Please don’t judge us other media types by what happens on stage. Journalism 101; kiddies; NOT ‘See Dick ; see Dick run…etc.  D.G.

 FORM & FIXATION  The Citadel
From the opening mutterings by Form & Fixation’s dramaturg who seemed to be texting at the same time, to the final curtain; this 2-part effort seems to consist of continual posing and posturing. Seeing a male butt constantly thrust at the audience seemed more in keeping with a horny gay looking for some prostate stimulation made this writer think more of Toronto’s notorious Oak leaf, than choreography. We could not fathom either a plot line or narrative. The dancers are obviously talented and experienced especially the long-haired brunette. His two female cohorts aren’t bad either. We must admit to sporadically dozing off, a rarity for Yrs. Truly. The 2nd episode had the actor sleeping on-stage as recorded dialogue debated.  Then some vowel recitations ??? Mayhaps that was the incentive for my snoozing. Can’t in good conscience recommend this.  D.G.

 TASTELESS  Aquarius
This group of McMaster alumnae & undergrads have crafted what they call a ‘nice’ but ‘dark’ comedy. The first adjective is an understatement. Tasteless is way more than just nice…it’s amazing. The Duarte/Kozij/Wilush effort has six proponents who both physically and theatrically portray their characters to the hilt. The plot deals with a stand-up comedian who is introduced via a TV interview and tells the audience of his plan to seek out a small town and re-invent his life. Taylor Yanke has the look and stature of just such a Seinfeld-ish character around who one can build a sit-com. All three brothers played by Zac Williams evoke the “Larry/Daryl & other brother Darrell” shtick from ‘Newhart’. The hyperbolic MD/butcher is played by Nicole Clarke and she milks the role for every comedic nuance. The character ‘Stan’ is Rowan Traynor  whose wide-open grin emulates that of TV’s Dick Martin. As Yanke’s nemesis, Claire Shingleton-Smith is as vampy yet cuddlesome as they come. Her semblance to Sacha Alexander of “Rizzoli & Isles” is more than just passing. She almost steals the show away from our hero. She and all the cast are ‘yummy’. This is a sure-fire winner. D.G.
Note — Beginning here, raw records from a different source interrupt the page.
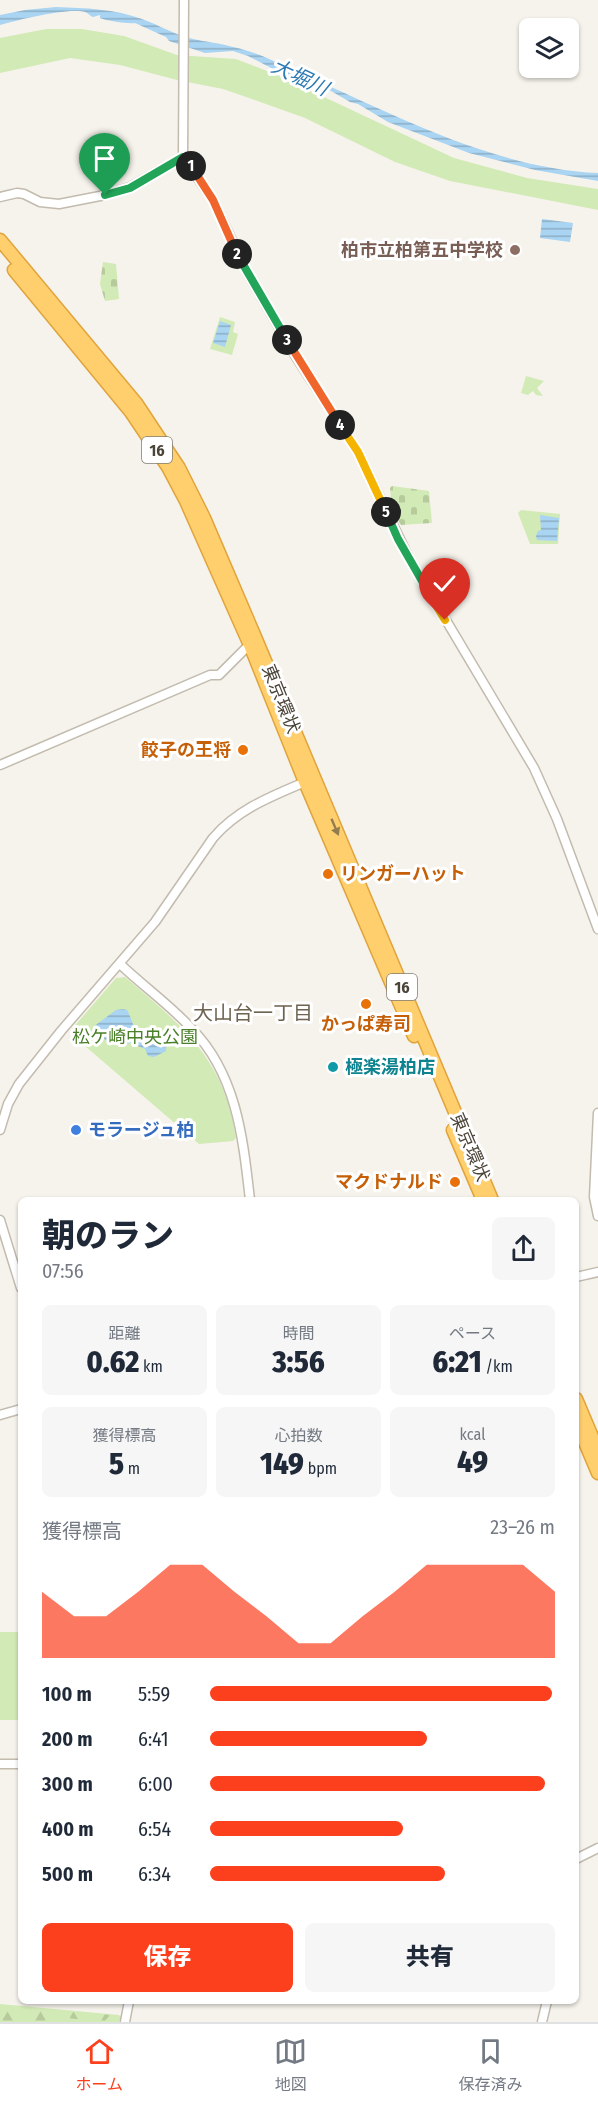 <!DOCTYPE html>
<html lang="ja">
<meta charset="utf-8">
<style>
body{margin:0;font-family:"Fira Sans Condensed","Noto Sans JP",sans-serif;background:#f6f6f7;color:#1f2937;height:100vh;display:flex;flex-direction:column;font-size:22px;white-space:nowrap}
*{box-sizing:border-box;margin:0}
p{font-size:20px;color:#747a83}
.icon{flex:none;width:33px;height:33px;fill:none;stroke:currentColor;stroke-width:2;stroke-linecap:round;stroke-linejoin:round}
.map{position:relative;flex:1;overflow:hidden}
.sheet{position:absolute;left:18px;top:1197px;width:561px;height:807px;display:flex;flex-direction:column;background:#fff;border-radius:9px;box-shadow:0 2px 4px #0004}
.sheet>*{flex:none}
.controls{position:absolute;left:519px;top:18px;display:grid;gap:12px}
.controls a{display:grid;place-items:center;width:60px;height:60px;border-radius:9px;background:#fff;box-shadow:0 2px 4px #0004;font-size:30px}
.pin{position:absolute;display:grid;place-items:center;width:51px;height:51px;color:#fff;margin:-62px -26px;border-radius:50% 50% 50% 0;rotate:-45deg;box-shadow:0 0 6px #0007}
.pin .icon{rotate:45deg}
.km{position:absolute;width:30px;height:30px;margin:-15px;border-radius:50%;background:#222;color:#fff;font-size:16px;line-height:30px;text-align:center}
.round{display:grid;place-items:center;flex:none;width:63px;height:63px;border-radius:9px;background:#f6f6f7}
.headline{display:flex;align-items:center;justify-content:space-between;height:102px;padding:0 24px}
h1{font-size:33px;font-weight:800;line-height:45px}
.figures{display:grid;grid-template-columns:repeat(3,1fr);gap:9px;height:102px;padding:6px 24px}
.figures div{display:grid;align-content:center;border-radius:9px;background:#f6f6f7;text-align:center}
.figures b{font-size:30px;font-weight:800}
.figures small{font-size:16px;font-weight:400}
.figures p{font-size:16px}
.chart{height:168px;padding:12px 24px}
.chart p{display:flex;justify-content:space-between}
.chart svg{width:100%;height:108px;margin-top:6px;fill:#fc3f1d;opacity:.7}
.action{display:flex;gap:12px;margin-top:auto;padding:12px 24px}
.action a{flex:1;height:69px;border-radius:9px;background:#fc3f1d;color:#fff;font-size:24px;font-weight:800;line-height:69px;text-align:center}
.action a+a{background:#f6f6f7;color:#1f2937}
ul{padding:0 24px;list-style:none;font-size:20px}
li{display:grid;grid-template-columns:96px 72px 1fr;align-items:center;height:45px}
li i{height:15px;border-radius:8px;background:#fc3f1d}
.menu{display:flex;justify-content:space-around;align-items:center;height:84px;border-top:2px solid #e0e1e3;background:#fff;font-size:16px;color:#747a83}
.menu a{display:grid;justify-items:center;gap:3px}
.menu .active{color:#fc3f1d}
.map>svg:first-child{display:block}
.green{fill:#d2eab5}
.forest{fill:url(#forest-firs)}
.cemetery{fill:url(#cemetery-stones)}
.water{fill:url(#water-rules)}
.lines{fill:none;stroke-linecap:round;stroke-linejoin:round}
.minor-casing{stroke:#c2bbae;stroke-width:11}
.highway-casing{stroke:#e0a43c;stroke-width:15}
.minor{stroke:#fff;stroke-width:8}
.highway{stroke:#ffcf6e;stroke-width:12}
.oneway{fill:#937c4e}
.split-1-casing{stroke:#fff;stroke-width:12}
.split-2-casing{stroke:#fff;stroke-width:12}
.split-3-casing{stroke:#fff;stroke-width:12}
.split-4-casing{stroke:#fff;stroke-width:12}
.split-5-casing{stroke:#fff;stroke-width:12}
.split-6-casing{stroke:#fff;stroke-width:12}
.split-7-casing{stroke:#fff;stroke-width:12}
.split-1{stroke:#22a559;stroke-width:8}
.split-2{stroke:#f0652b;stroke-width:8}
.split-3{stroke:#22a559;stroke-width:8}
.split-4{stroke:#f0652b;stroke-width:8}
.split-5{stroke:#f5b400;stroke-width:8}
.split-6{stroke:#22a559;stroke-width:8}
.split-7{stroke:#f5b400;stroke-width:8}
.education-dot{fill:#8d6e63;stroke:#fff;stroke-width:2}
.food-dot{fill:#e8710a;stroke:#fff;stroke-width:2}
.culture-dot{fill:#0f9aa8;stroke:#fff;stroke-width:2}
.shop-dot{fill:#3f7fe0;stroke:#fff;stroke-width:2}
.labels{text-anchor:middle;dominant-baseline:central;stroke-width:6;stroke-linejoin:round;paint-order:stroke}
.shield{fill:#fff;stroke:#817c74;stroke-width:1.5}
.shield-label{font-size:16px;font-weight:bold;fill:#4b4439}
.education-label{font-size:18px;font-weight:bold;fill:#785e54;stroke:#fff;text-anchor:end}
.street-label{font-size:18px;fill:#4b4439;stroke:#fff}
.food-label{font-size:18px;font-weight:bold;fill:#c56008;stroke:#fff;text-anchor:end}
.park-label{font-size:18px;fill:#4a7f2a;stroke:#fff}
.culture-label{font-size:18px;font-weight:bold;fill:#0d838f;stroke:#fff;text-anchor:start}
.shop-label{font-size:18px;font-weight:bold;fill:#366cbe;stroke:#fff;text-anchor:start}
.water-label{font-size:20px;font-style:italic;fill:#2e7ab2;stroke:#fff}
.neighbourhood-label{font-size:20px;fill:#6e6250;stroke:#fff}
</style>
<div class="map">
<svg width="598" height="2022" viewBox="0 0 598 2022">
<defs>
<pattern id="forest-firs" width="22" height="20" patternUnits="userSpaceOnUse" patternTransform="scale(1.5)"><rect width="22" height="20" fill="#d2eab5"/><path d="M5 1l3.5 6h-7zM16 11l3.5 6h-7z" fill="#b6ca9c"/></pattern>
<pattern id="cemetery-stones" width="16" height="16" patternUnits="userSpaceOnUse" patternTransform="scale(1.5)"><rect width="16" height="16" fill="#d2eab5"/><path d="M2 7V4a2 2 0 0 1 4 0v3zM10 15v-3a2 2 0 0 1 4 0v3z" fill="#b6ca9c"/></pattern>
<pattern id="water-rules" width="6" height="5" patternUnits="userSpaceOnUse" patternTransform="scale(1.5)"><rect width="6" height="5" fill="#a9d4f2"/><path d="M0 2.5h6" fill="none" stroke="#8caec5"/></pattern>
</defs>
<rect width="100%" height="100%" fill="#f6f3ec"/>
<!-- green -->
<path class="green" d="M46,29h36l42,7 53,19 59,4 39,15 179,84 73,20 71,11v21l-148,-29 -55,-19 -90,-44 -53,-19 -29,-10 -46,-9 -57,-15 -50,-7 -70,15v-35z
M220,317l15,5 -2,10 5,2 -6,21 -22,-6z
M526,376l18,5 -7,7 6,8 -7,-1 -3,-4 -5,4 -7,-2z
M521,510l39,4 -2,30h-28l-12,-31z
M125,977c58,50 99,81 111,161l-3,3 -34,3 -128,-110v-4l45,-52z
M0,1632h21v88h-21z
M0,2004l119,11 2,2 -2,5h-119z"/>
<!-- forest -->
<path class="forest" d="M0,2005l110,10 -6,7 -37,-4 -4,1v3h-63z"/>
<!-- cemetery -->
<path class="cemetery" d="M103,262l13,2 3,35 -14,2 -5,-17z
M392,486l37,5 3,32 -31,2 -4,-6 -1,-9h-4l-2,-22z"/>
<!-- water -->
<path class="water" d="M56,7c29,1 59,2 86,12 17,6 33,16 51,20 13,3 27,4 40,8 15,3 30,9 43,15 102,44 210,106 322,111v8l-63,-11 -66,-17 -81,-31 -30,-18 -8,-2 -19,-11 -58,-22 -25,-13 -15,-5 -28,2 -36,-12 -3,-4 -31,-14c-7,1 -28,-2 -35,-5v-3l-7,2c-3,-1 -5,-4 -8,-5 -15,-5 -69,8 -85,13v-10l25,-5z
M542,219l31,4 -3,19 -30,-4z
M220,321l11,4 -6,22 -12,-4z
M540,515l19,3 -2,23 -20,-1 -1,-4 2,-5 3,-1z
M123,1009l4,1c6,10 6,24 20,27 8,2 12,-2 20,3l-1,11 -12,6 -6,-1 -3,-7 -14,-6 -16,2 -20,-11 -2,-7 23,-17z"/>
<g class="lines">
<defs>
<path id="minor" d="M184,0l-1,157 30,43 34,72 49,85 62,95 51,106 125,210 23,51 41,110
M0,197l17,-4 7,1 16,8 19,2 46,-9 25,-8 53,-30
M0,765l210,-90h9l33,-33
M120,964c23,22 50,41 72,65 45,46 51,110 58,171
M598,1113l-4,84 4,19
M0,1130l8,-26 11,-20 42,-53 94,-109 58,-84c25,-29 57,-41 92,-56l2,-3
M0,1220l21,68
M576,1277l22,-5
M0,1415l21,-6
M0,1764h21
M576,1859l22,-11
M125,2022l4,-21
M542,2022l5,-21"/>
<path id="highway" d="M0,240l136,163 43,65 25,50 51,119 237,563
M14,270l117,142 37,55 18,34 64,144 55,137 109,254
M453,1130l30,70
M576,1399l22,52
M576,1421l22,52"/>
</defs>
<!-- minor casing -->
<use href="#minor" class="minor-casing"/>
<!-- highway casing -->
<use href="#highway" class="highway-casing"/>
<!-- minor -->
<use href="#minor" class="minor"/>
<!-- highway -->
<use href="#highway" class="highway"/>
</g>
<!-- one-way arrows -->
<defs><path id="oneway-solid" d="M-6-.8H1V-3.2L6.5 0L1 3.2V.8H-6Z" transform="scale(1.5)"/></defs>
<use class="oneway" href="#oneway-solid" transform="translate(335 827) rotate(67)"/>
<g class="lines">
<defs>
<path id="split-1" d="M105,195l25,-7 53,-31 8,9"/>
<path id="split-2" d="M191,166l22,34 24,54"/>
<path id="split-3" d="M237,254l50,86"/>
<path id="split-4" d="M287,340l53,85"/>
<path id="split-5" d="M340,425l18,27 28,60"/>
<path id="split-6" d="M386,512l12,27 35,61"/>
<path id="split-7" d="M433,600l12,20"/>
</defs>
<!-- split-1 casing -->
<use href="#split-1" class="split-1-casing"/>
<!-- split-2 casing -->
<use href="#split-2" class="split-2-casing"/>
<!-- split-3 casing -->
<use href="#split-3" class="split-3-casing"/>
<!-- split-4 casing -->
<use href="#split-4" class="split-4-casing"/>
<!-- split-5 casing -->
<use href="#split-5" class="split-5-casing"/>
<!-- split-6 casing -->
<use href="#split-6" class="split-6-casing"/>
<!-- split-7 casing -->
<use href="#split-7" class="split-7-casing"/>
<!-- split-1 -->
<use href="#split-1" class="split-1"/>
<!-- split-2 -->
<use href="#split-2" class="split-2"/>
<!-- split-3 -->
<use href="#split-3" class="split-3"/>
<!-- split-4 -->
<use href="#split-4" class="split-4"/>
<!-- split-5 -->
<use href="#split-5" class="split-5"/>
<!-- split-6 -->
<use href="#split-6" class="split-6"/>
<!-- split-7 -->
<use href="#split-7" class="split-7"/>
</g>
<!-- markers -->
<circle class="education-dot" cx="515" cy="250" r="6"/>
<g class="food-dot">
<circle cx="243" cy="750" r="6"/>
<circle cx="328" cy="874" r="6"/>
<circle cx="366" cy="1004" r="6"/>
<circle cx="455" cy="1182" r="6"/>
</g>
<circle class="culture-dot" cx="333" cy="1067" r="6"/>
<circle class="shop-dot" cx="76" cy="1130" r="6"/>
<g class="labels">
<!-- shield labels -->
<g class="shield">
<rect x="142" y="437" width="30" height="26" rx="4.5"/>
<rect x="387" y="974" width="30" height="26" rx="4.5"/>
</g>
<g class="shield-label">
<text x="157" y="450">16</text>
<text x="402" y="987">16</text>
</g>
<!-- education labels -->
<g class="education-label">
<text x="503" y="250">柏市立柏第五中学校</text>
</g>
<!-- street labels -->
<g class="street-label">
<text transform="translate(281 699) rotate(68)">東京環状</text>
<text transform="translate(470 1147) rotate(67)">東京環状</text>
</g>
<!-- food labels -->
<g class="food-label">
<text x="231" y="750">餃子の王将</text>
<text x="340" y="874" text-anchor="start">リンガーハット</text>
<text x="366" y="1024" text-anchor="middle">かっぱ寿司</text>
<text x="443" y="1182">マクドナルド</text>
</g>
<!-- park labels -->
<g class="park-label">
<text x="135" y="1037">松ケ崎中央公園</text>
</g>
<!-- culture labels -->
<g class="culture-label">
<text x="345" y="1067">極楽湯柏店</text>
</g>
<!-- shop labels -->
<g class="shop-label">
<text x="88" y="1130">モラージュ柏</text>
</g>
<!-- water labels -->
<g class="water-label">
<text transform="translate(300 77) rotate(25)">大堀川</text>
</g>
<!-- neighbourhood labels -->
<g class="neighbourhood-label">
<text x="253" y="1013">大山台一丁目</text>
</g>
</g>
</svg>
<div class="controls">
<a><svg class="icon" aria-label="layers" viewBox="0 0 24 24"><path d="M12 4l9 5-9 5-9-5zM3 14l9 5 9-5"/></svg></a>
</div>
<div class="pin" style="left:105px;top:195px;background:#1e9e55"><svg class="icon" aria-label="arrive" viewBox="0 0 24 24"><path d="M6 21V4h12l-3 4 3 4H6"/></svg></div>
<div class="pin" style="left:445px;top:620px;background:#d93025"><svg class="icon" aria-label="check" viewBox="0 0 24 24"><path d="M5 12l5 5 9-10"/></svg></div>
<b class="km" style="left:191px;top:166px">1</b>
<b class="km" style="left:237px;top:254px">2</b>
<b class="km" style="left:287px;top:340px">3</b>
<b class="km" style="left:340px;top:425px">4</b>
<b class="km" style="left:386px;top:512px">5</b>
<section class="sheet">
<div class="headline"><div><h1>朝のラン</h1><p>07:56</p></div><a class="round"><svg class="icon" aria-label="share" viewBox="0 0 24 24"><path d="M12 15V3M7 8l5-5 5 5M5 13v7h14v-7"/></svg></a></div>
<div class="figures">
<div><p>距離</p><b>0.62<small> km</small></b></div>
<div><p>時間</p><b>3:56</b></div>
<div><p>ペース</p><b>6:21<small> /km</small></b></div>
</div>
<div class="figures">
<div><p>獲得標高</p><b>5<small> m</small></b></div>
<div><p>心拍数</p><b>149<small> bpm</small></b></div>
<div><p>kcal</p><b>49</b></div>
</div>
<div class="chart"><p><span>獲得標高</span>23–26 m</p>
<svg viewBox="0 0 160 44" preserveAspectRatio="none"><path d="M0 44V17L10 27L20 27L30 17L40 6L50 6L60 17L70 27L80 38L90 38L100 27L110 17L120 6L130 6L140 6L150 6L160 17V44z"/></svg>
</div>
<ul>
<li><b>100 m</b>5:59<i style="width:99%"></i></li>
<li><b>200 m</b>6:41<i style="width:63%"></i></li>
<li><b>300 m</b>6:00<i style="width:97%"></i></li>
<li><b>400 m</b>6:54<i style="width:56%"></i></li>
<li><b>500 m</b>6:34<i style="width:68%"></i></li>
</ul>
<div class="action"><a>保存</a><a>共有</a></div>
</section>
</div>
<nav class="menu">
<a class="active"><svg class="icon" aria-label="home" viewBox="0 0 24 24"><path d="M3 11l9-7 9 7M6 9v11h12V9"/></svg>ホーム</a>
<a><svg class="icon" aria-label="map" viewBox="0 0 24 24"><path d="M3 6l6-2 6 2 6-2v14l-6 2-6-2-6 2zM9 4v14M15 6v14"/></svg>地図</a>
<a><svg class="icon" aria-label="saved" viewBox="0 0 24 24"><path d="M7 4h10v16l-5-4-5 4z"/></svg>保存済み</a>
</nav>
Shakespeare’s 1598 play about deceivers and manipulators is great fun to study. The puns abound even in the title (i.e. noting, written as ‘nothing’). Cleverly condensed to ninety minutes, none of the relevant details about either of the two relationships is omitted. It’s sort of a Cole’s Notes™ version and thus could be an intro to Shakespeare, school course! Modern yet not too overtly, it’s the protagonists who shine throughout. Supposedly, the pre-marital/nuptial situation between Claudio & Hero is the main focus of Shakespeare’s play, but this version emphasizes the evolutionary & metamorphic relationship of Benedick & Beatrice. As Benedick, Tyler Brent projects all the charisma and macho-ness (even the look) of a young George Clooney. His adamant denial of any interest in Laura Ellis’ “Beatrice” belies nature…she’s a “10”  -in manner, looks and even acting talent. As the elder Don, Sean Emberley is a standout as is Esther Huh in all three of her portrayals. Megan Jassen is a credible ‘Hero’ reflecting her UTM training. Strong support from Steve Siemans & Ryan Sero round out this powerhouse cast. Well-directed; fast moving and fairly true to the original; this should be a sold-out & standout Fringe entry. T.G.